Her Kasım ayında mutlaka seyrettiğim filmdir V For Vendetta.  Şimdi  Altın Madalyon'da görünce aklıma geldi. Hatırlamak istedim. V'yi o kadar severim ki sadece filmini seyretmekle kalmadım. Çizgi romanını da okudum. Kusura bakma. Şimdi filmi anlatacak halim yok valla. Bilenler bilir zaten. Bilmeyenler ise bir zahmet niyet edip ister çizgi romanını okusunlar, ister filmini seyretsinler. Hiç dert edemem. Kısaca diyeceğim odur ki "fikirlere kurşun işlemez" yani okadar... Evet gerçekten böyledir. Ben  daima bunu bilir bunu söylerim. Tabii film boyunca maskesini çıkarmayan kahramanımız V, bu cümleyi söyler  söylemesine de arkasından şöyle devam eder... "Fikirlere kurşun işlemez ve intikamı hiç bir şey unutturmaz." Bak şimdi... Filmini ve çizgi romanını çok beğeniyorum, V'yi kahraman olarak görüyorum diye illa inanmam gerekmez ki V'nin her söylediğine. Tamam, V'nin ilk cümlesini yürekten kabul ediyorum. İkinci cümlesini ise kabul edemiyorum yani ne yalan söyleyeyim. İntikam iyi bir şey değildir. Evet, gerçekten intikam iyi birşey değildir. Neden mi?  Şeyyy..  Çünkü.... Hımm... Şimdi bu cümleyi nasıl bitireceğimi bilemedim iyi mi? Aklıma başka bir filmin repliği geldi. Dur bakayım... Nasıldı?  Şöyle... "İntikam soğuk yenen bir yemektir." Yoo.. Bu cümle  de olmadı. Öyle cümleler kurmalyım ki, söylediğimin arkasında durmalıyım. Dur, bir film repliği daha hatırladım. "İhanet kan doğurur.. Bu, Dokuz Klan'ın kanunudur.. Bu, ninjanın yoludur" Olmaaaz... Olmadı! Of, şöyle intikamın kötülüğünü anlatacak bir tek film repliği söyleyemiyecek miyim? Valla nedense intikamın neden kötü olduğunu anlatamayacağım şimdi. İntikamın kötü bir şey olduğunu kabul ediyorum. Kesinlikle kabul ediyorum. Ama içimden gelmiyor anlatamıyorum. Allahım yoksa ben intikam almayı seven biri miyim? Olabilir miyim?  Olabilir inan ki. Çünkü yazı yazmaya başladığımdan beri kendimi daha iyi tanımaya başladım  biliyor musun? Sözlü ifade edemediklerim yazarken parmaklarımdan pıtır pıtır dökülüveriyor.  Kalakalıyorum. "Yarabbim... Ben yoksa bu muyum?" oluyorum... Neyse fazla geyik yapmayayım. Şu güzelim ve ciddi filmi sulandırmayayım. İnan bende anlamadım ne oldu?  Şimdilik intikam konusu kalsın aynen böyle. Bu minvalde  biraz daha devam edersem  iyice  çuvallayacağım kesin!  Ne diyordum? "Hatırla 5 Kasımı hatırla..." diyordum.

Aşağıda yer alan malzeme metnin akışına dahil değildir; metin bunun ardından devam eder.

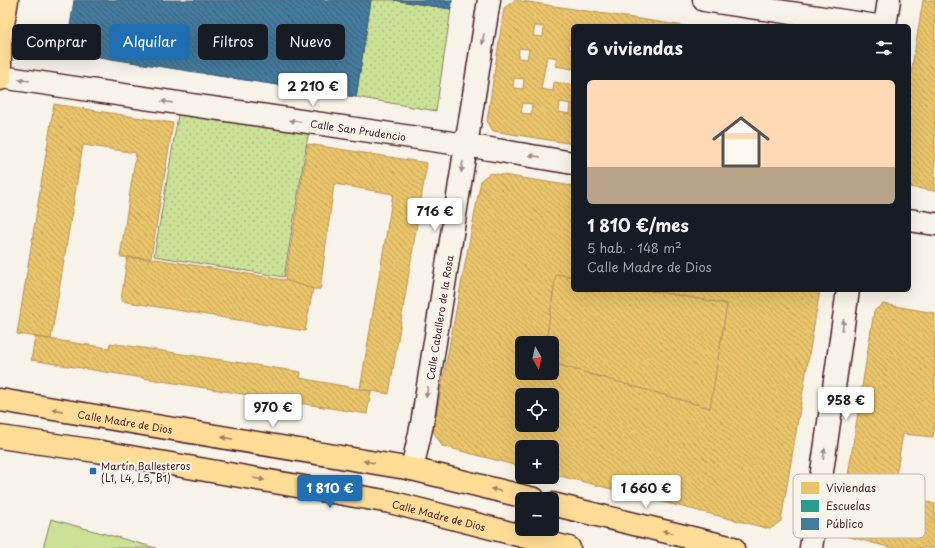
<!DOCTYPE html>
<html lang="es">
<meta charset="utf-8">
<style>
:root{--surface:#171b24;--page:#20242c;--text:#f1f3f6;--muted:#9ea1a6;--accent:#1f6fb2}
body{margin:0;font-family:"Playpen Sans",sans-serif;background:var(--page);color:var(--text);height:100vh;display:flex;flex-direction:column;font-size:15px;white-space:nowrap}
*{box-sizing:border-box;margin:0}
p{font-size:13px;color:var(--muted)}
.icon{flex:none;width:22px;height:22px;fill:none;stroke:currentColor;stroke-width:2;stroke-linecap:round;stroke-linejoin:round}
.map{position:relative;flex:1;overflow:hidden}
.drawer{position:absolute;left:571px;top:24px;width:340px;height:268px;display:flex;flex-direction:column;background:var(--surface);border-radius:6px;box-shadow:0 4px 16px #0002}
.drawer>*{flex:none}
.guide{position:absolute;left:12px;top:24px;width:380px;height:36px;display:flex;gap:8px}
.needle{width:26px;rotate:171deg}
.tools{position:absolute;left:515px;top:336px;display:grid;gap:8px}
.tools a{display:grid;place-items:center;width:44px;height:44px;border-radius:6px;background:var(--surface);box-shadow:0 4px 16px #0002;font-size:20px}
.price{position:absolute;translate:-50% -34px;padding:0 9px;border-radius:4px;background:#fff;color:#222;font-size:13px;line-height:26px;filter:drop-shadow(0 1px 2px #0008)}
.price::after{content:'';position:absolute;left:50%;top:24px;width:12px;height:9px;margin-left:-6px;background:inherit;clip-path:polygon(0 0,100% 0,50% 100%)}
.price.selected{background:var(--accent);color:#fff}
ul{padding:0;list-style:none}
li{display:grid;align-content:center;gap:8px;height:212px;padding:0 16px}
li span{display:grid;place-items:center;height:124px;border-radius:6px;color:#555}
li>.icon{margin-inline-start:auto}
span .icon{width:72px;height:72px;fill:#fffc;stroke-width:1}
li b{font-size:17px}
h2{display:flex;justify-content:space-between;align-items:center;height:48px;padding:0 16px;font-size:17px}
.chip{padding:0 14px;border-radius:6px;background:var(--surface);box-shadow:0 4px 16px #0002;font-size:14px;line-height:36px}
.chip.selected{background:var(--accent);color:#fff}
.map>svg:first-child{display:block}
</style>
<div class="map">
<svg width="935" height="548" viewBox="0 0 935 548">
<defs>
<pattern id="green-dots" width="8" height="8" patternUnits="userSpaceOnUse"><rect width="8" height="8" fill="#cbe196"/><path d="M2 2h.1M6 6h.1" fill="none" stroke="#b0c181" stroke-width="1.8" stroke-linecap="round"/></pattern>
<pattern id="homes-back-hatch" width="6" height="6" patternUnits="userSpaceOnUse"><rect width="6" height="6" fill="#e9c46a"/><path d="M-1 5l2 2M0 0l6 6M5-1l2 2" fill="none" stroke="#c9a85c"/></pattern>
<pattern id="schools-back-hatch" width="6" height="6" patternUnits="userSpaceOnUse"><rect width="6" height="6" fill="#2a9d8f"/><path d="M-1 5l2 2M0 0l6 6M5-1l2 2" fill="none" stroke="#267f75"/></pattern>
<pattern id="public-back-hatch" width="6" height="6" patternUnits="userSpaceOnUse"><rect width="6" height="6" fill="#457b9d"/><path d="M-1 5l2 2M0 0l6 6M5-1l2 2" fill="none" stroke="#3c6480"/></pattern>
</defs>
<rect width="100%" height="100%" fill="#f7f3e8"/>
<filter id="ink" filterUnits="userSpaceOnUse"><feTurbulence type="fractalNoise" baseFrequency=".025" numOctaves="2"/><feDisplacementMap in="SourceGraphic" scale="8" xChannelSelector="R" yChannelSelector="G"/><feConvolveMatrix kernelMatrix="1 2 1 2 8 2 1 2 1" color-interpolation-filters="sRGB"/></filter>
<g filter="url(#ink)">
<!-- green -->
<g fill="url(#green-dots)" stroke="#8a8060">
<path d="M 371,0 L 394,0 L 451,9 L 436,111 L 356,97 Z"/>
<path d="M 180,104 L 310,124 L 284,277 L 154,256 Z"/>
</g>
<!-- pitch -->
<path fill="#cbe196" stroke="#8a8060" d="M 51,519 L 156,548 L 43,548 Z"/>
<!-- homes -->
<g fill="url(#homes-back-hatch)" stroke="#b99257" fill-rule="evenodd">
<path d="M 515,0 L 685,26 L 573,26 L 573,38 L 570,38 L 569,49 L 573,49 L 573,69 L 555,66 L 557,58 L 547,56 L 541,89 L 553,91 L 554,82 L 573,85 L 573,144 L 493,131 L 487,121 L 504,8 ZM 535,26 L 544,27 L 543,37 L 533,36 ZM 519,48 L 529,49 L 527,59 L 518,58 ZM 514,78 L 524,79 L 523,89 L 513,88 ZM 560,102 L 571,104 L 570,114 L 559,112 ZM 523,103 L 532,104 L 531,114 L 521,113 Z"/>
<path d="M 923,0 L 935,0 L 935,191 L 909,187 L 909,86 Z"/>
<path d="M 54,104 L 173,123 L 151,258 L 120,257 L 136,153 L 83,145 L 51,339 L 17,334 Z"/>
<path d="M 308,144 L 427,163 L 389,394 L 360,389 L 393,194 L 334,184 L 320,289 L 313,289 L 285,280 Z"/>
<path d="M 490,173 L 573,186 L 573,277 L 556,274 L 546,343 L 522,343 L 522,373 L 552,373 L 552,363 L 710,408 L 727,304 L 647,290 L 820,290 L 781,521 L 770,529 L 552,474 L 552,447 L 522,447 L 522,467 L 442,446 L 433,431 L 481,180 ZM 522,395 L 552,395 L 552,425 L 522,425 Z"/>
<path d="M 127,258 L 156,259 L 285,280 L 313,289 L 305,331 L 121,301 Z"/>
<path d="M 556,274 L 573,277 L 573,290 L 647,290 L 727,304 L 710,408 L 552,363 L 552,343 L 546,343 Z"/>
<path d="M 883,304 L 935,313 L 935,423 L 933,437 L 903,434 L 893,493 L 935,504 L 935,548 L 892,548 L 846,536 L 840,526 L 874,311 Z"/>
<path d="M 35,337 L 109,348 L 110,343 L 301,372 L 300,378 L 371,391 L 367,414 L 31,360 Z"/>
</g>
<!-- schools -->
<g fill="url(#schools-back-hatch)" stroke="#347771">
<path d="M 103,0 L 129,0 L 129,5 L 207,16 L 204,41 L 119,29 L 83,54 L 69,32 L 104,7 Z"/>
<path d="M 234,0 L 371,0 L 356,97 L 205,74 L 210,42 L 204,41 L 207,16 L 231,20 Z"/>
<path d="M 394,0 L 452,0 L 451,9 Z"/>
</g>
<!-- public -->
<g fill="url(#public-back-hatch)" stroke="#465f7b">
<path d="M 74,0 L 371,0 L 356,97 L 66,52 Z"/>
<path d="M 394,0 L 452,0 L 451,9 Z"/>
</g>
<g fill="none" stroke-linecap="round" stroke-linejoin="round">
<defs>
<g id="minor">
<path d="M 704,0 L 877,26"/>
<path d="M 885,26 L 889,0"/>
<path id="s1" d="M 1,77 L 466,145 L 573,163"/>
<path d="M 909,220 L 935,224"/>
<path id="s2" d="M 412,469 L 422,424 L 489,0"/>
<path d="M 811,548 L 848,290"/>
</g>
<g id="major">
<path d="M 0,43 L 7,0"/>
<path d="M 0,79 L 0,43"/>
<path id="s3" d="M 0,400 L 412,469 L 534,499"/>
<path id="s4" d="M 0,437 L 96,451 L 390,502 L 569,548"/>
<path d="M 552,504 L 733,548"/>
</g>
</defs>
<!-- minor casing -->
<use href="#minor" stroke="#4a1f2b" stroke-width="25"/>
<!-- major casing -->
<use href="#major" stroke="#4a1f2b" stroke-width="25"/>
<!-- minor -->
<use href="#minor" stroke="#f7f3e8" stroke-width="22"/>
<!-- major -->
<use href="#major" stroke="#ffdd96" stroke-width="22"/>
</g>
<!-- one-way arrows -->
<defs><path id="oneway-solid" d="M-6-.8H1V-3.2L6.5 0L1 3.2V.8H-6Z"/></defs>
<g fill="#a0898a">
<use href="#oneway-solid" transform="translate(483 39) rotate(99)"/>
<use href="#oneway-solid" transform="translate(24 80) rotate(-171)"/>
<use href="#oneway-solid" transform="translate(167 102) rotate(-171)"/>
<use href="#oneway-solid" transform="translate(295 121) rotate(-172)"/>
<use href="#oneway-solid" transform="translate(535 156) rotate(-171)"/>
<use href="#oneway-solid" transform="translate(462 167) rotate(99)"/>
<use href="#oneway-solid" transform="translate(843 325) rotate(-82)"/>
<use href="#oneway-solid" transform="translate(427 392) rotate(99)"/>
<use href="#oneway-solid" transform="translate(824 454) rotate(-82)"/>
</g>
<g fill="#a47e60">
<use href="#oneway-solid" transform="translate(57 410) rotate(-171)"/>
<use href="#oneway-solid" transform="translate(227 438) rotate(-171)"/>
<use href="#oneway-solid" transform="translate(369 462) rotate(-170)"/>
<use href="#oneway-solid" transform="translate(259 479) rotate(10)"/>
<use href="#oneway-solid" transform="translate(496 490) rotate(-166)"/>
<use href="#oneway-solid" transform="translate(668 532) rotate(-166)"/>
</g>
</g>
<!-- markers -->
<rect fill="#1f6fb2" stroke="#f7f3e8" stroke-width="1.5" x="89" y="467" width="8" height="8" rx="2"/>
<g text-anchor="middle" dominant-baseline="central" stroke-width="4" stroke-linejoin="round" paint-order="stroke">
<!-- street labels -->
<g font-size="10" fill="#4a1f2b" stroke="#f7f3e8">
<text stroke="none"><textPath href="#s1" startOffset="361">Calle San Prudencio</textPath></text>
<text stroke="none"><textPath href="#s2" startOffset="154">Calle Caballero de la Rosa</textPath></text>
<text stroke="none"><textPath href="#s3" startOffset="127">Calle Madre de Dios</textPath></text>
<text stroke="none"><textPath href="#s4" startOffset="446">Calle Madre de Dios</textPath></text>
</g>
<!-- poi labels -->
<g font-size="10" fill="#4a1f2b" stroke="#f7f3e8" text-anchor="start">
<text x="101" y="465">Martín Ballesteros<tspan x="101" dy="12">(L1, L4, L5, B1)</tspan></text>
</g>
</g>
<!-- legend -->
<rect x="793" y="474" width="132" height="64" rx="6" fill="#f7f3e8" stroke="#c3b3af" stroke-width="1"/>
<rect x="801" y="482" width="18" height="12" fill="#e9c46a"/>
<rect x="801" y="500" width="18" height="12" fill="#2a9d8f"/>
<rect x="801" y="518" width="18" height="12" fill="#457b9d"/>
<g font-size="11" fill="#4a1f2b">
<text x="826" y="492">Viviendas</text>
<text x="826" y="510">Escuelas</text>
<text x="826" y="528">Público</text>
</g>
</svg>
<div class="tools">
<a><svg class="needle" viewBox="-14 -14 28 28"><path d="M0-13l5 13h-10z" fill="#e53935"/><path d="M0 13l5-13h-10z" fill="#9ea1a6"/></svg></a>
<a><svg class="icon" aria-label="locate" viewBox="0 0 24 24"><circle cx="12" cy="12" r="6"/><path d="M12 2v4M12 18v4M2 12h4M18 12h4"/></svg></a>
<a>+</a>
<a>−</a>
</div>
<b class="price" style="left:313px;top:107px">2 210 €</b>
<b class="price" style="left:435px;top:232px">716 €</b>
<b class="price" style="left:846px;top:421px">958 €</b>
<b class="price" style="left:273px;top:428px">970 €</b>
<b class="price selected" style="left:330px;top:509px">1 810 €</b>
<b class="price" style="left:646px;top:509px">1 660 €</b>
<div class="guide">
<a class="chip">Comprar</a>
<a class="chip selected">Alquilar</a>
<a class="chip">Filtros</a>
<a class="chip">Nuevo</a>
</div>
<section class="drawer">
<h2>6 viviendas<svg class="icon" aria-label="filters" viewBox="0 0 24 24"><path d="M4 7h16M4 17h16"/><circle cx="9" cy="7" r="2"/><circle cx="15" cy="17" r="2"/></svg></h2>
<ul>
<li><span style="background:linear-gradient(#ffd9b3 70%,#b9a48a 0)"><svg class="icon" aria-label="home" viewBox="0 0 24 24"><path d="M3 11l9-7 9 7M6 9v11h12V9"/></svg></span><div><b>1 810 €/mes</b><p>5 hab. · 148 m²</p><p>Calle Madre de Dios</p></div></li>
</ul>
</section>
</div>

Onu bunu bilmem. Sana bir şey söyleyeyim mi V var ya acayip romantik biridir. V'nin maskesi bilindiği gibi hep gülümser. Filmin bir sahnesinde V maskesini bir kez çıkartır. Ben bu sahneyi çok önemserim. Çünkü sürekli gülümseyen bu maskenin  altında, esasında acı çeken ve ağlayan bir devrimci vardır. Ve bu sahnede  V, aşık karakter vaziyetini çok etkili sergilenmiştir. İnan  şimdi düşündüğümde bile tüylerim diken diken oldu. Müthiştir.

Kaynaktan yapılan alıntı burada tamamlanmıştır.